映画館の4割『赤字』 2024年度・映画館市場【4年ぶり縮小】 「動画配信サービスの台頭」も脅威に…

2025-09-01 10:39

帝国データバンクは、全国の「映画館」市場について調査・分析を実施。

今回、その結果を公表した。

メガヒットが少なかった…

2024年度の映画館業績をみると、売上高が「前年度並み」となった企業数の割合が46.1%と4割超を占める一方、「増収」が26.5%と、2023年度(45.4%)から18.9pt低下。

増収の割合が4割を下回ったのは、コロナ禍で外出が大幅に制限された2020年度(7.1%)以来、4年ぶりとなる。

2024年度の映画動向をみると、アニメ映画では『名探偵コナン 100万ドルの五稜星』や『劇場版ハイキュー!! ゴミ捨て場の決戦』。

また、実写では『ゴジラ-1.0』『キングダム 大将軍の帰還』など、邦画の話題作やヒット作が配給された

ただ、興行収入400億円を超えた『劇場版 鬼滅の刃 無限列車編』(2020年公開)に匹敵するメガヒット作が例年に比べて少なかった。

赤字が約45%

損益面では、「増益」が34.5%と前年度(47.6%)から13.1pt低下した一方、「赤字」が44.8%と4年ぶりに拡大。

深夜帯までの営業が多い映画館では、受付スタッフをはじめ人員確保に苦戦しており、給与の引き上げを行ったケースが多かった。

さらに、電気代、映画館内で提供するポップコーンなどのフードサービスでも仕入れ価格が上昇するなど、運営コストが大幅に増加。

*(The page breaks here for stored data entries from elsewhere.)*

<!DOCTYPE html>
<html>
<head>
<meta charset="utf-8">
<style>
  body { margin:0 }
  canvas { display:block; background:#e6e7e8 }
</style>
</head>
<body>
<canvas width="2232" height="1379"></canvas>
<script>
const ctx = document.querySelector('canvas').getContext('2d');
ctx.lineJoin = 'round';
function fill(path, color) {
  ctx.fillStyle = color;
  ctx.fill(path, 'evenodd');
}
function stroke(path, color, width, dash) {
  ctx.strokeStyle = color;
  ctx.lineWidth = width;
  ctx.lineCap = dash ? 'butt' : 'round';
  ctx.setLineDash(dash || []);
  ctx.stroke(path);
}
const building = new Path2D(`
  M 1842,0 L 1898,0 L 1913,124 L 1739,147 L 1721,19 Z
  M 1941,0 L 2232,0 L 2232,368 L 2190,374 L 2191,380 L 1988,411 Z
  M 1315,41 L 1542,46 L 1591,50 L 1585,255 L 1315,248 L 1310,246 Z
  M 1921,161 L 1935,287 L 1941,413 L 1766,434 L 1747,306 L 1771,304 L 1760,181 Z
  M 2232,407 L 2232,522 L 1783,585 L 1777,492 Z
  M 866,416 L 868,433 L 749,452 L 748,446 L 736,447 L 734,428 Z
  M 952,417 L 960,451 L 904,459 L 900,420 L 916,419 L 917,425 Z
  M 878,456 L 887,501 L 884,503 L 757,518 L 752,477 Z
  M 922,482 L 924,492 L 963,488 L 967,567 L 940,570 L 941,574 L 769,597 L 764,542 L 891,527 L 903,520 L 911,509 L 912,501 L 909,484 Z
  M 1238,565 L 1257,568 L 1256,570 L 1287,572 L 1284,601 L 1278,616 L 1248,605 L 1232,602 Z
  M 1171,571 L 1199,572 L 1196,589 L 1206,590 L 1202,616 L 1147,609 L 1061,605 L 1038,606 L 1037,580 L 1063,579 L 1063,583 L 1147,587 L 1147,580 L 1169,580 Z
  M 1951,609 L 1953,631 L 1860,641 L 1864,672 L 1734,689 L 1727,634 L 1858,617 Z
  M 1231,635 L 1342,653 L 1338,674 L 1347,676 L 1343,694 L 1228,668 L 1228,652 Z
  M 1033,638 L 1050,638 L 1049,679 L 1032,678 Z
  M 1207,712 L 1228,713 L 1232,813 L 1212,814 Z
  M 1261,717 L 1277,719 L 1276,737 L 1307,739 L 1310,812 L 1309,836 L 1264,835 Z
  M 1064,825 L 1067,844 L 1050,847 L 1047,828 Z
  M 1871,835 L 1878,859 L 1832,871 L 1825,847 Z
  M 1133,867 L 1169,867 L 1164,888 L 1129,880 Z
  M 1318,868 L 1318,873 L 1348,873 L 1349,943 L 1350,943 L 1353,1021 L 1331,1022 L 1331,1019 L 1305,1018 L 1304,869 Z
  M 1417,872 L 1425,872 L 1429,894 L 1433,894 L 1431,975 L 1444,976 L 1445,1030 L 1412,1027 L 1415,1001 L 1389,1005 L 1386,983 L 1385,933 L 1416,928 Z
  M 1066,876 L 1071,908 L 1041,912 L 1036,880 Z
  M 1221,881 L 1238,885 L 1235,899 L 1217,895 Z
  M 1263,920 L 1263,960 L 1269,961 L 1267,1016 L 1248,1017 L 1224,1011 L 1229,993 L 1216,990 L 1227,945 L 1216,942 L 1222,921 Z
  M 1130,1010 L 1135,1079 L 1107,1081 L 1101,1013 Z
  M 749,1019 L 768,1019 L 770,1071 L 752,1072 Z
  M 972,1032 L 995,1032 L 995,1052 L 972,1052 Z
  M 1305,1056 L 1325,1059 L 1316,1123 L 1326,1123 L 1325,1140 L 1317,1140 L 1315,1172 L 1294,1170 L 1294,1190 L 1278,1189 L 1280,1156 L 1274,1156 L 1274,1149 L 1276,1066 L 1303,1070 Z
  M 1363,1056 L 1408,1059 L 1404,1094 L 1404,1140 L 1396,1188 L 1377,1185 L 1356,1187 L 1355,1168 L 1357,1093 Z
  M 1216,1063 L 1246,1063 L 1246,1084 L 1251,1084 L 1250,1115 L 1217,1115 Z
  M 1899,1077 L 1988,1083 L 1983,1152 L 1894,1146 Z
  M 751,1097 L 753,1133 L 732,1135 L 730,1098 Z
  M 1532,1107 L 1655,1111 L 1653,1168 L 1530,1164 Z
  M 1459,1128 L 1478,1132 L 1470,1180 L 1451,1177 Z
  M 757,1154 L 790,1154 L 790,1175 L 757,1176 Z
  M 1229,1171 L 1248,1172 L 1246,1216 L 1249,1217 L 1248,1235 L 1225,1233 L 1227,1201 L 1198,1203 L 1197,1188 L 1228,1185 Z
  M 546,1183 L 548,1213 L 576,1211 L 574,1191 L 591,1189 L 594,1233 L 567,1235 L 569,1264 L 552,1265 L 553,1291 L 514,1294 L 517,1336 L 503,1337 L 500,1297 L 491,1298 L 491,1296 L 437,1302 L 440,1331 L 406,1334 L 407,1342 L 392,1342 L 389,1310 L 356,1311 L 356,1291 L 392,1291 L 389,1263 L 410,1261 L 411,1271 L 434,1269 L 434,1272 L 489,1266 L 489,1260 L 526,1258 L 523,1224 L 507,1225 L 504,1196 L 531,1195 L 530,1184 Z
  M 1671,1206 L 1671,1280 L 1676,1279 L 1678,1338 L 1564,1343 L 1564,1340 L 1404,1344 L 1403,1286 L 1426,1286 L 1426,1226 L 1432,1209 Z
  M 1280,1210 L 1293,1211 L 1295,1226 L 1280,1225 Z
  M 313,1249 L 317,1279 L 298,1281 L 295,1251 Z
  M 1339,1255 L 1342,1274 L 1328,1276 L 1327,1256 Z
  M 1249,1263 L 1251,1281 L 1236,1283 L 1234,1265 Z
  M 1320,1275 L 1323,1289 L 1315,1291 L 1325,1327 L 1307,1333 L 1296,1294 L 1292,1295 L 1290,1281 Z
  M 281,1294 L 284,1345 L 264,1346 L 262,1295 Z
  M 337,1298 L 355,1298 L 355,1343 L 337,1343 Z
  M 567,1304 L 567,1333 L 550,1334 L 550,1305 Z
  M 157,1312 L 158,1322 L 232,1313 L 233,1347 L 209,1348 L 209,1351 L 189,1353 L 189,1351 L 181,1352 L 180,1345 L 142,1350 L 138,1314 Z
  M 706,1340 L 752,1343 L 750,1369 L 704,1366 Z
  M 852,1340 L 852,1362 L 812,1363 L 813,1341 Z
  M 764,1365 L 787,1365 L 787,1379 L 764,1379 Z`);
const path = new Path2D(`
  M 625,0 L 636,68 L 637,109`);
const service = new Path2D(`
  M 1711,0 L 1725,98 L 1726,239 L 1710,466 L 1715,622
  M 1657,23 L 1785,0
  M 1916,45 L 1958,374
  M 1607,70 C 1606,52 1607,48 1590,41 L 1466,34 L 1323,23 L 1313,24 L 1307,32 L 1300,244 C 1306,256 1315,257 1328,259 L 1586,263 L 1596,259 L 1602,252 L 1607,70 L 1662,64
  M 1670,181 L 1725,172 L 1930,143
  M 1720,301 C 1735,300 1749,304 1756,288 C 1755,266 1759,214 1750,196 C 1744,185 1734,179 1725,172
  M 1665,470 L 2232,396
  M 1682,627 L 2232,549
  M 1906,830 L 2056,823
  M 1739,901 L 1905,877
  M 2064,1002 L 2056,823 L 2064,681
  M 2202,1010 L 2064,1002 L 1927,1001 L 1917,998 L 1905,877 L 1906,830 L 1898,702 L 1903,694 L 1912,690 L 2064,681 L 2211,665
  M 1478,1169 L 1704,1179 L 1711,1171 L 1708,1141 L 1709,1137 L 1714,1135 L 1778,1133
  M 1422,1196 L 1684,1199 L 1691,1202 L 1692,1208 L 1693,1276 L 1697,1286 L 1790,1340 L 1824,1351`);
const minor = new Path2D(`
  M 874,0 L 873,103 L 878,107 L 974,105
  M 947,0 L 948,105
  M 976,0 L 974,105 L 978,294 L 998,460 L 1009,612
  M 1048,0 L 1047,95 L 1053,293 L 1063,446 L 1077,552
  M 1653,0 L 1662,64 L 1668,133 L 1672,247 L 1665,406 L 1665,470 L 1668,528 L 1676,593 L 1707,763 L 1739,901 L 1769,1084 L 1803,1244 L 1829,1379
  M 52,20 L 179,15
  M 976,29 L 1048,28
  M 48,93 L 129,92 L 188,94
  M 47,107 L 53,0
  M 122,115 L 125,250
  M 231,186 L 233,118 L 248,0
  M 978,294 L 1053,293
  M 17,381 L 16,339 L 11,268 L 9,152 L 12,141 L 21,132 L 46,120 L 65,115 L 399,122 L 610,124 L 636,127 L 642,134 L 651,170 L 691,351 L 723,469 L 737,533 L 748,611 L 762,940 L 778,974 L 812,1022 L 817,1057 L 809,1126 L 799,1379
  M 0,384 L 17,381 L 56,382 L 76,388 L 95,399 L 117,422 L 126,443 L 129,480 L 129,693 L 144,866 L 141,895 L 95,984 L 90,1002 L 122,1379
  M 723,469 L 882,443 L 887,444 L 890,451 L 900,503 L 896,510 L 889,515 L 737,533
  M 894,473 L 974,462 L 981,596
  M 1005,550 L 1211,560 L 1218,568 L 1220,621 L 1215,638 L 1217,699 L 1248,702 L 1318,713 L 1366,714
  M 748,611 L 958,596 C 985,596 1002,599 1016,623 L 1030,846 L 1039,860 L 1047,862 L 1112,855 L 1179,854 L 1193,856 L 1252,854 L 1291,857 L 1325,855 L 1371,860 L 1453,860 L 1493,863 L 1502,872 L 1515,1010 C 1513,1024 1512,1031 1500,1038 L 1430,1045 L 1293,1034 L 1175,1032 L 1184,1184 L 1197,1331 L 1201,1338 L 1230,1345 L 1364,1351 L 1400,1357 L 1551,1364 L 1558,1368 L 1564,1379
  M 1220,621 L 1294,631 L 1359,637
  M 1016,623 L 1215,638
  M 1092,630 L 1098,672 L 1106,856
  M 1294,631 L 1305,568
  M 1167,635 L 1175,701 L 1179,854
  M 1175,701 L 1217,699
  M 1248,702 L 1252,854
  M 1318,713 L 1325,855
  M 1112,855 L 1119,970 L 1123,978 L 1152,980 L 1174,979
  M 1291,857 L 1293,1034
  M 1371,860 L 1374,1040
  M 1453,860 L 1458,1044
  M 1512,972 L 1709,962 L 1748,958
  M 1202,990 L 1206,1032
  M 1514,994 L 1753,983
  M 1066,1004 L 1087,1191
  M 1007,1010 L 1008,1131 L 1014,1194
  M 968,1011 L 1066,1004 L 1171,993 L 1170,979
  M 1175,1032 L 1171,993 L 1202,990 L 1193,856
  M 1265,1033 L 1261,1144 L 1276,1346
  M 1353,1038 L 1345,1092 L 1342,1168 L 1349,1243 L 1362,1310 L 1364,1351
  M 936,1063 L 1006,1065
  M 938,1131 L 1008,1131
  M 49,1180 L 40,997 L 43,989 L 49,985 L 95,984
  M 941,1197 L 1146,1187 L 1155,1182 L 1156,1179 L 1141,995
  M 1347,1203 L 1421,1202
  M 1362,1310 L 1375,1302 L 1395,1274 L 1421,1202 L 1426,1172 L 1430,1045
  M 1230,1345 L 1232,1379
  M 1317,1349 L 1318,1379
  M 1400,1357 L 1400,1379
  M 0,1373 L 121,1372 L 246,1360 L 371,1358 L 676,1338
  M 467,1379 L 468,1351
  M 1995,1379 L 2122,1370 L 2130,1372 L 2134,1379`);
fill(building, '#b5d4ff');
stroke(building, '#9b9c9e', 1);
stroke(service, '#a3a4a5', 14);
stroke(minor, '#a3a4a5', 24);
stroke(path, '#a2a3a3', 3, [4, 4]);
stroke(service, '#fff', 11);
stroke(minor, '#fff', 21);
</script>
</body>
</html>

そのため、多くの映画館で鑑賞料金や飲食メニュー料金の値上げ、クレーンゲームの設置など映画上映以外の事業で補う動きが進んだものの、入場者の減少による影響が大きく、総じて「減収減益」傾向が強まった。

2025年度は『国宝』などが大ヒット

2025年度の動向は、低迷が続くハリウッド映画など洋画の復調には相応の時間がかかるとみられる一方、邦画ではアニメ、実写双方ともに好調な滑り出しを見せている点が追い風となる。

特に、夏休み期間に客足を伸ばし続け、公開後1カ月で興行収入257億円を突破した『劇場版 鬼滅の刃 無限城編』。

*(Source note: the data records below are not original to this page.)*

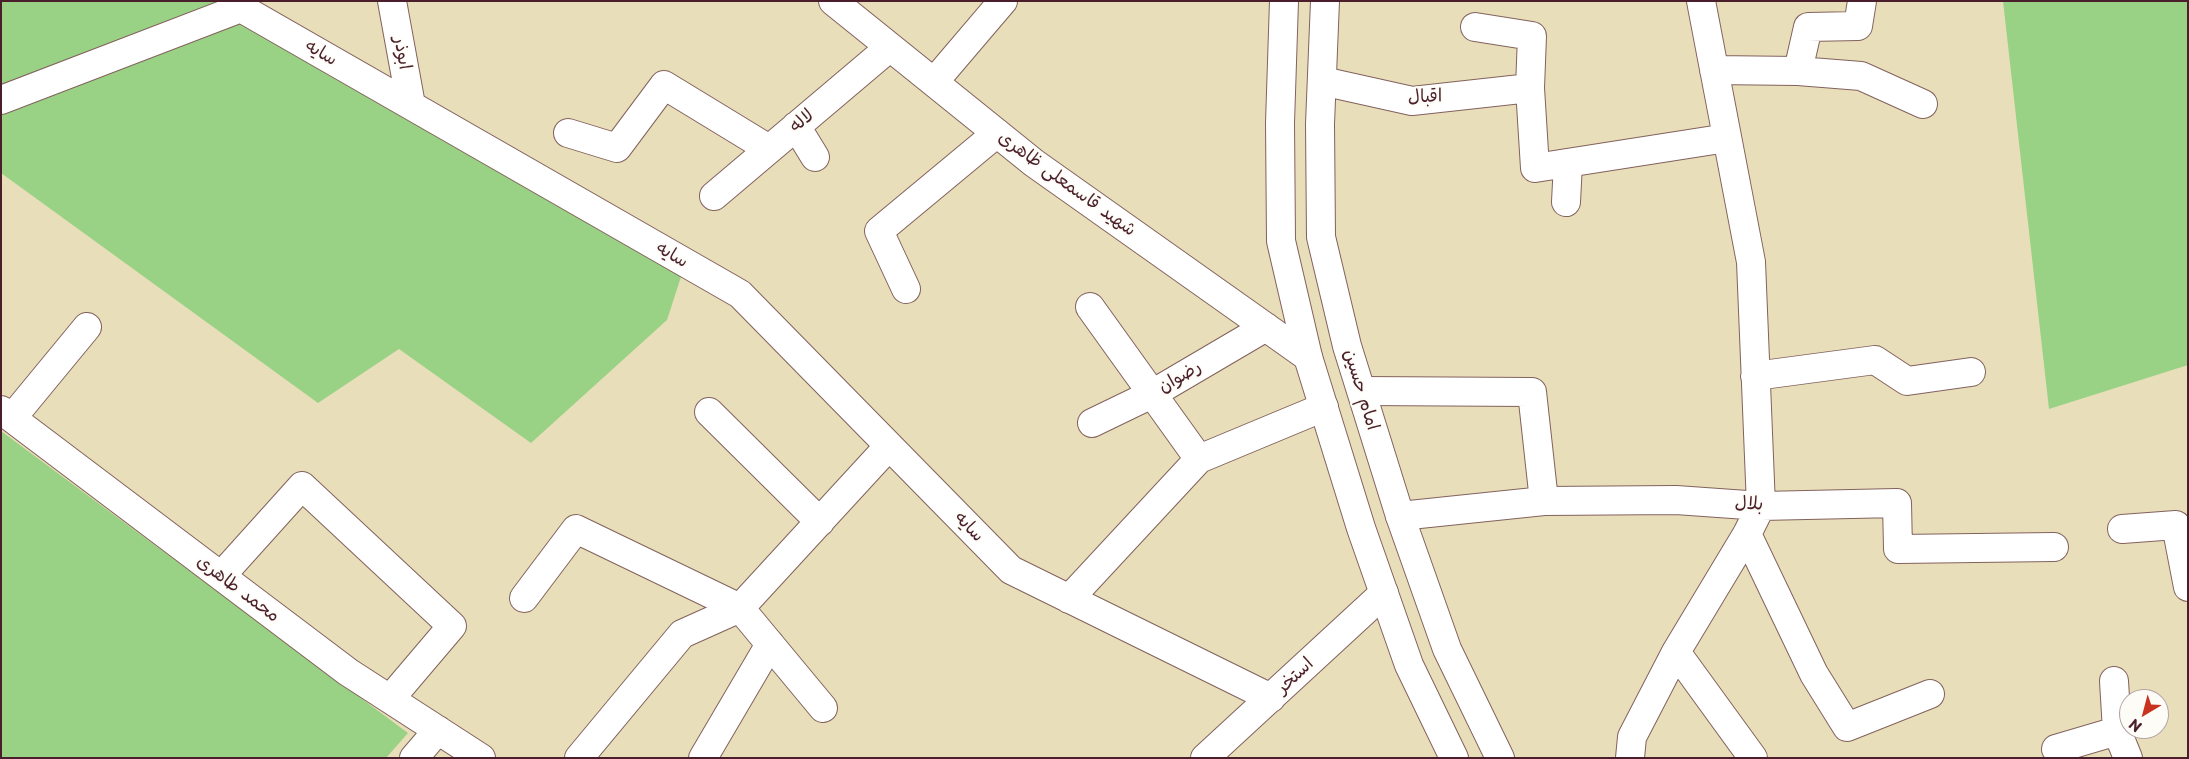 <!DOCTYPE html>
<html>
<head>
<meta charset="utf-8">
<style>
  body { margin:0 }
  #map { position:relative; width:2189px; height:759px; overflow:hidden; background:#e9deba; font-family:"Playpen Sans",sans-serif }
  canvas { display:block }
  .frame { position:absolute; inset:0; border:2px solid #4a1f2b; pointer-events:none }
  .north { position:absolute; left:2119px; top:689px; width:50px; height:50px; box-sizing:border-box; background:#fdfcf7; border:1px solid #b5a4a5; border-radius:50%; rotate:217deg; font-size:14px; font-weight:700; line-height:20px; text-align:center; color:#4a1f2b }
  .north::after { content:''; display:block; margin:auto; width:18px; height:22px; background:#c8321e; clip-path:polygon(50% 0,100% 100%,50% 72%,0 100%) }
</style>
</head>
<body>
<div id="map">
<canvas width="2189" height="759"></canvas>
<div class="frame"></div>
<div class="north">N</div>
</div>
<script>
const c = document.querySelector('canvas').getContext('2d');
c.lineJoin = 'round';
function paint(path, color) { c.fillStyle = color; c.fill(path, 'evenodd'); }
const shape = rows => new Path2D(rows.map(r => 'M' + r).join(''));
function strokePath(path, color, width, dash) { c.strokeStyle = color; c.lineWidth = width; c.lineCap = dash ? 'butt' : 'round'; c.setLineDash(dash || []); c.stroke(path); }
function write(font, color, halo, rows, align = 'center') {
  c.font = font + ' "Playpen Sans","Playpen Sans Arabic",sans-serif'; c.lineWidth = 4; c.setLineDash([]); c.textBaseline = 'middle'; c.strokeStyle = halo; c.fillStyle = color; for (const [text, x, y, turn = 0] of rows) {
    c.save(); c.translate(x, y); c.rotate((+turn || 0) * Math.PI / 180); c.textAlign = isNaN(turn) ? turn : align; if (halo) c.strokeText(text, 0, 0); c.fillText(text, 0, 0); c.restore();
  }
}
paint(shape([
  [1,1,252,1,690,249,667,320,531,443,399,349,318,403,1,173],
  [2003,1,2188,1,2188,365,2049,409],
  [1,431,408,733,386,758,1,758]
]), '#99d285');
const minor = shape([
  [392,1,411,105],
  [833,1,1034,163,1308,357],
  [1475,27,1532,36,1530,88,1535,168,1727,138],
  [1714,70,1798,71,1861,76,1923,104],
  [1798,71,1808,27,1858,26,1862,1],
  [1322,81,1412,101,1530,88],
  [934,82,1003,1],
  [1,100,241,8,740,294,1011,570,1271,698],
  [796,126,815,157],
  [568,133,617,148,664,85,769,149],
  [714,196,890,47],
  [1566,202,1568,163],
  [906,289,879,231,997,133],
  [1090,307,1199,459],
  [1755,376,1875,360,1907,381,1971,372],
  [1362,391,1532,392,1544,501],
  [1,410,348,672,481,758],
  [709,412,820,522],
  [12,418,87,327],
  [1092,423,1152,394,1266,327],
  [1400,516,1544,501,1676,500,1761,506,1897,503,1898,549,2054,547],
  [2122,529,2176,525,2188,587],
  [1747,534,1814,674,1847,727,1930,694],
  [221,576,302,486,452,626,390,699],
  [524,598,576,529,740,608,823,708],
  [1069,599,1199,459,1324,407],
  [1676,652,1753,758],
  [2114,681,2117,731,2128,758],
  [2056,749,2117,731],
  [414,758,438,730],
  [579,758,682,634,740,608,889,446],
  [703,758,770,644],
  [1205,758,1384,593],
  [1630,758,1632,737,1676,652,1747,534,1761,506,1751,262,1701,1]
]);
const major = shape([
  [1284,1,1280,123,1281,241,1308,357,1361,528,1409,665,1454,758],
  [1325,1,1320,124,1321,237,1347,346,1400,516,1447,649,1500,758]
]);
strokePath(minor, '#82625d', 30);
strokePath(major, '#82625d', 30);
strokePath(minor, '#fff', 28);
strokePath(major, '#fff', 28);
write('18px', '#4a1f2b', '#fdfcf7', [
  ["سایه",321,53,30],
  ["ابوذر",402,53,80],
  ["اقبال",1425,97,-2],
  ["لاله",802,121,-40],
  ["شهید قاسمعلی ظاهری",1067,184,36],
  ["سایه",672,255,30],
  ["رضوان",1180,377,-30],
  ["امام حسین",1361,390,73],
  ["بلال",1749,504,3],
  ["سایه",969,527,46],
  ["محمد طاهری",238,589,37],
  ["استخر",1295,676,-43]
]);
</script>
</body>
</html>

実写邦画としては『踊る大捜査線 THE MOVIE 2 レインボーブリッジを封鎖せよ!』(2003年公開)以来22年ぶりに興行収入100億円を突破した『国宝』など、メガヒット作が相次いだ。

構造的な課題は残ったまま

他方で、洋画大作やヒット作への依存、動画配信サービスの台頭により映画館へ足を運ぶ機会が減少傾向といった点に大きな変化はなく、構造的な課題は残ったままとなっている。

こうした動向を背景に、各社の業績予想(2025年7月時点)を基にした2025年度の映画館市場は、2024年度から微増となる2,800億円前後が予想される。